ONE night, a man was angry that his wife had raised her voice when speaking with him. How could she disrespect him? How could she be-little him?
This man, convinced that his wife had crossed the line, decided to go and complain about her to a man who had much knowledge about Islam and to see what he would have to say about this woman. He went to Umar ibn Al-Khattab. As the man was just about to knock on Umar’s door, he stopped in his tracks. He heard a voice coming from inside, a woman’s voice. It was Umar’s wife, she was speaking loudly and her voice overrode her husband’s.
That was Umar ibn Al-Khattab in there, the fierce ruler of the Muslim Empire that had stretched East and West, and his wife was freely and confidently voicing her opinion and discussing important matters with him.
The man, feeling ashamed of his own intolerance towards his wife, hurriedly retraced his steps and decided to leave. The man stumbled and his footsteps were heard by Umar ibn Al-Khattab who opened the door and asked his nighttime visitor, “Have you come to visit me?”
The man sheepishly replied, “I came to complain to you that my wife had raised her voice at me, but I found that you too have what I have.” What was Umar ibn Al-Khattab’s response?
He said, “She washes my clothes, sweeps the floors, cares for my children, and cleans my house, when Allah has not commanded her to do so, but she volunteers to do all that. Shouldn’t I tolerate her if she raises her voice?”
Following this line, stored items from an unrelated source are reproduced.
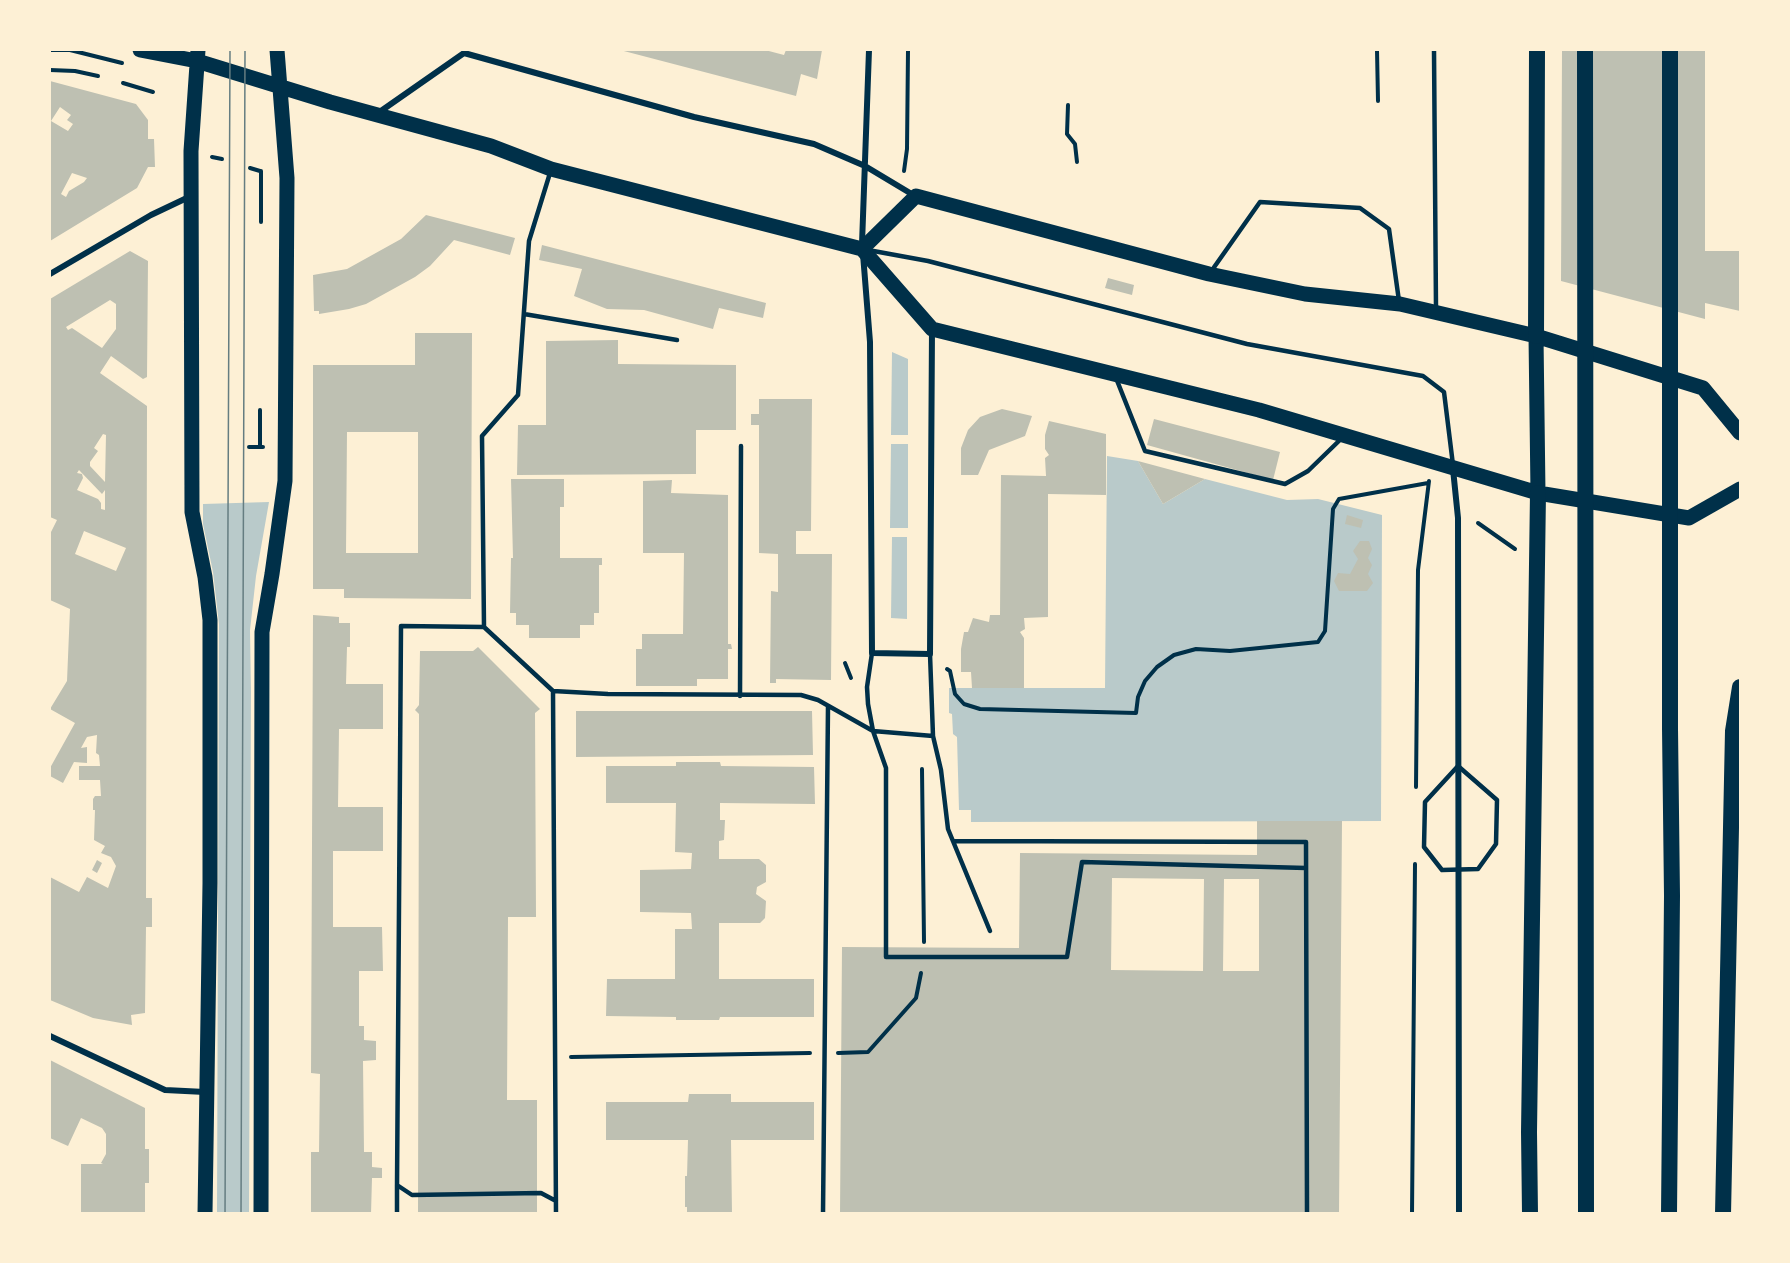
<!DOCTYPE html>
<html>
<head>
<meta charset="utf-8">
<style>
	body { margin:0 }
	#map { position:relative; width:1790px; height:1263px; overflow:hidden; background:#fdf0d5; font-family:"Times New Roman",serif }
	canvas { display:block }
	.frame { position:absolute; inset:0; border:51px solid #fdf0d5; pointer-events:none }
</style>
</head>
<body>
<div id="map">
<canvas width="1790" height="1263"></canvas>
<div class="frame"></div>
</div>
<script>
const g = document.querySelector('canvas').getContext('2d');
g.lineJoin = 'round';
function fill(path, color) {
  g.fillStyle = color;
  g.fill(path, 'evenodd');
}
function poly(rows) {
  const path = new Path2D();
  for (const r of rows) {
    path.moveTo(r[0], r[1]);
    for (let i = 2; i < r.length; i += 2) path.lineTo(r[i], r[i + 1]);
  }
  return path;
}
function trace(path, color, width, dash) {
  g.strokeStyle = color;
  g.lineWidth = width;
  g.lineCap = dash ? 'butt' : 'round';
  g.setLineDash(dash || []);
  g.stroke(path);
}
const green = poly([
	[892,352,908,359,908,435,891,435],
	[891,444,908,444,908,528,890,528],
	[1107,456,1138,461,1163,504,1205,479,1287,500,1318,499,1382,515,1381,821,971,822,971,810,959,810,957,737,953,734,952,714,949,713,949,688,1105,688],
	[269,502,256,576,250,630,251,692,249,1213,217,1213,219,624,213,572,203,524,203,504],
	[892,537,907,537,907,619,891,618]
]);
const building = poly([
	[620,50,765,50,784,55,786,50,822,50,817,79,801,74,796,96],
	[1562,50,1705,50,1705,251,1740,251,1740,311,1705,303,1705,319,1561,281],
	[50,81,136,104,148,120,148,139,154,139,155,167,148,167,137,188,50,241],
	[60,107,71,115,67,120,73,124,68,131,51,121],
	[72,173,87,178,84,182,69,191,66,197,61,194],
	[426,215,515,238,510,255,454,240,430,266,415,277,366,304,349,309,319,314,319,311,314,311,313,275,347,269,401,239],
	[542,245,766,303,763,318,719,308,713,329,644,310,607,309,574,296,582,269,539,260],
	[130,251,148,261,147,377,143,379,111,356,100,373,147,406,146,898,152,898,152,927,146,927,145,1013,131,1015,132,1025,93,1018,50,1000,50,877,79,892,87,877,108,888,116,866,111,857,101,853,105,846,94,840,95,810,93,810,93,799,95,796,101,796,100,780,79,780,79,766,100,766,99,755,96,753,97,735,87,737,81,748,87,747,87,763,74,762,63,783,50,776,50,768,75,723,50,709,67,681,70,609,50,600,50,534,57,520,50,517,50,299],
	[110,300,116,304,116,329,102,348,72,328,68,330,66,327],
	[103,434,106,435,105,482,90,466,90,462,98,451,94,448],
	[79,470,102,494,105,490,105,510,101,509,101,503,98,499,77,490,83,478,82,474,77,473],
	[84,531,126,548,116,571,75,554],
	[1108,278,1134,285,1132,295,1105,288],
	[415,333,472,333,471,599,344,598,344,589,313,589,313,365,415,365],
	[347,432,418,432,418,553,346,553],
	[618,340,618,364,736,365,736,430,696,430,696,474,517,475,518,425,546,425,546,341],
	[759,399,812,399,811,531,796,531,796,554,832,554,831,680,776,679,776,683,770,683,771,591,778,592,778,554,759,553,759,425,751,425,751,414,759,414],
	[1002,409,1032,416,1025,436,989,450,978,475,961,475,961,448,968,430,980,417],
	[1154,419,1280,452,1273,480,1147,445],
	[1049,421,1106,434,1106,495,1048,494,1048,617,1024,618,1025,629,1020,632,1024,638,1024,688,972,688,971,672,961,672,961,649,964,632,968,632,973,618,989,622,990,615,1000,615,1001,475,1046,476,1045,458,1049,455,1045,449,1045,435],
	[1138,461,1205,479,1163,504],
	[511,479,564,479,564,507,560,507,560,558,602,558,602,565,599,565,599,613,594,613,594,625,580,625,580,638,529,638,529,625,516,625,516,613,510,613,511,558,513,558],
	[672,480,671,493,728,495,728,644,731,644,732,649,728,649,728,679,697,679,697,686,636,686,636,649,642,649,642,634,683,634,684,553,643,553,643,481],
	[1347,515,1363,520,1361,528,1345,524],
	[1360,541,1369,541,1372,549,1368,558,1372,565,1368,574,1373,583,1367,591,1339,591,1334,581,1338,573,1350,574,1358,559,1353,551],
	[313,615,339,617,339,623,350,623,350,647,347,647,346,684,383,684,383,729,339,729,338,807,383,807,383,851,333,851,333,927,382,927,383,971,359,971,359,1026,364,1026,364,1040,376,1041,376,1060,363,1061,364,1152,372,1152,372,1167,382,1168,382,1178,372,1178,371,1214,311,1214,311,1152,319,1152,320,1074,311,1073],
	[478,647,540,709,535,713,536,917,508,917,507,1100,537,1100,537,1214,418,1214,419,714,415,710,419,705,420,651,473,651],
	[576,711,812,711,813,755,576,757],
	[676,762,720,762,721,766,814,767,815,804,720,803,720,820,725,820,724,840,719,841,719,859,759,859,766,865,766,882,757,887,756,894,766,901,765,918,760,923,719,923,719,979,814,979,814,1017,720,1017,719,1020,676,1020,676,1017,606,1016,607,979,675,979,675,929,692,929,691,913,640,912,640,870,691,869,692,853,675,852,676,803,606,803,606,766,676,766],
	[1257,821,1342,821,1339,1214,840,1214,842,947,1019,948,1020,853,1257,855],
	[1112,878,1204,879,1203,971,1111,970],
	[1224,879,1259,879,1259,971,1223,971],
	[97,860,102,863,97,873,92,870],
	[50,1060,145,1108,145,1149,149,1149,149,1183,145,1183,145,1214,81,1214,81,1164,103,1164,101,1163,106,1154,106,1134,102,1128,81,1118,68,1146,50,1138],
	[689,1094,731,1094,731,1102,814,1102,814,1140,731,1140,732,1214,687,1214,687,1207,685,1207,685,1176,687,1176,688,1140,606,1140,606,1102,688,1102]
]);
const path = poly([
	[50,50,70,50,122,63],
	[1377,50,1378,101],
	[50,70,75,71,98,76],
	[123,83,153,92],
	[1068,105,1067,134,1075,144,1077,162],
	[212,157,222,159],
	[250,168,260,171],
	[261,171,261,222],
	[904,171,907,149,908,50],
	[249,447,263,447],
	[260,447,260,410],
	[1478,523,1515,549],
	[845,663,851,678],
	[947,669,950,671,955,694,964,704,980,709,1136,713,1138,697,1145,681,1157,667,1174,655,1196,649,1230,651,1318,642,1325,631,1333,509,1339,499,1428,483],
	[922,769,924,942],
	[1416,787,1418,570,1429,481],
	[838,1053,868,1052,916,998,921,973],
	[571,1057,810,1053],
	[1412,1214,1415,864]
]);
const service = poly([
	[1434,50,1436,309],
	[868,250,928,261,1247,344,1423,376,1444,392,1453,465],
	[1210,273,1260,202,1360,208,1389,229,1399,301],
	[524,314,677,340],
	[1116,378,1145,451,1285,484,1308,471,1343,437],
	[484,627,482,436,518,395,529,241,550,173],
	[872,653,867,687,868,704,873,731,886,768,886,957,1067,957,1082,862,1306,868],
	[930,654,933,736,941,770,948,829,990,931],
	[553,691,556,1214],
	[740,696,741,446],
	[1458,766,1497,800,1496,844,1478,869,1442,870,1424,847,1425,802,1458,766],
	[953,841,1306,842,1307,1214],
	[556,1201,541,1193,412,1195,397,1185,401,626,484,627,553,691,608,694,801,695,818,700,873,731,933,736],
	[397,1214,397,1185],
	[823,1214,828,706]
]);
const minor = poly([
	[378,113,464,53,694,117,814,144,865,166,915,196],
	[862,244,869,50],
	[863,254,870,342,872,653,930,654,932,329],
	[50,274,151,215,191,196],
	[1453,469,1458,518,1459,1214],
	[50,1036,165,1090,205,1092]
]);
const primary = poly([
	[140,50,197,61,330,102,491,146,551,169,862,249,932,329,1259,410,1538,493,1689,518,1740,489],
	[198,50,191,151,192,512,205,577,210,620,210,883,205,1214],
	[862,249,916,196,1209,274,1305,294,1400,304,1536,336,1703,388,1740,433],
	[1536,336,1538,493],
	[261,1214,262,632,272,574,285,481,287,178,277,50]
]);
const trunk = poly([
	[1585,50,1586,1214],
	[1536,336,1537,50],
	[1530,1214,1529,1132,1538,493],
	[1669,1214,1672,896,1670,728,1670,50],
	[1723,1214,1733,731,1740,687]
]);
const tram = poly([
	[225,1214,230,50],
	[241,1214,245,50]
]);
fill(green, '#b9caca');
fill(building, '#bec0b2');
trace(path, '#003049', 4);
trace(service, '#003049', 4.5);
trace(minor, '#003049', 6);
trace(primary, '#003049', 15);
trace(trunk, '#003049', 16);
trace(tram, '#657d81', 1.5);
</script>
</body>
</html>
Both partners; the man and the woman, in every household endure so much and they each have their share of demanding responsibilities. None is perfect; we slip and we make mistakes. Can’t couples cut one another some slack for their shortcomings? Wouldn’t our marriages last longer if we reacted just like Umar ibn Al-Khattab did when his wife was venting off some stress and expressing her grievances?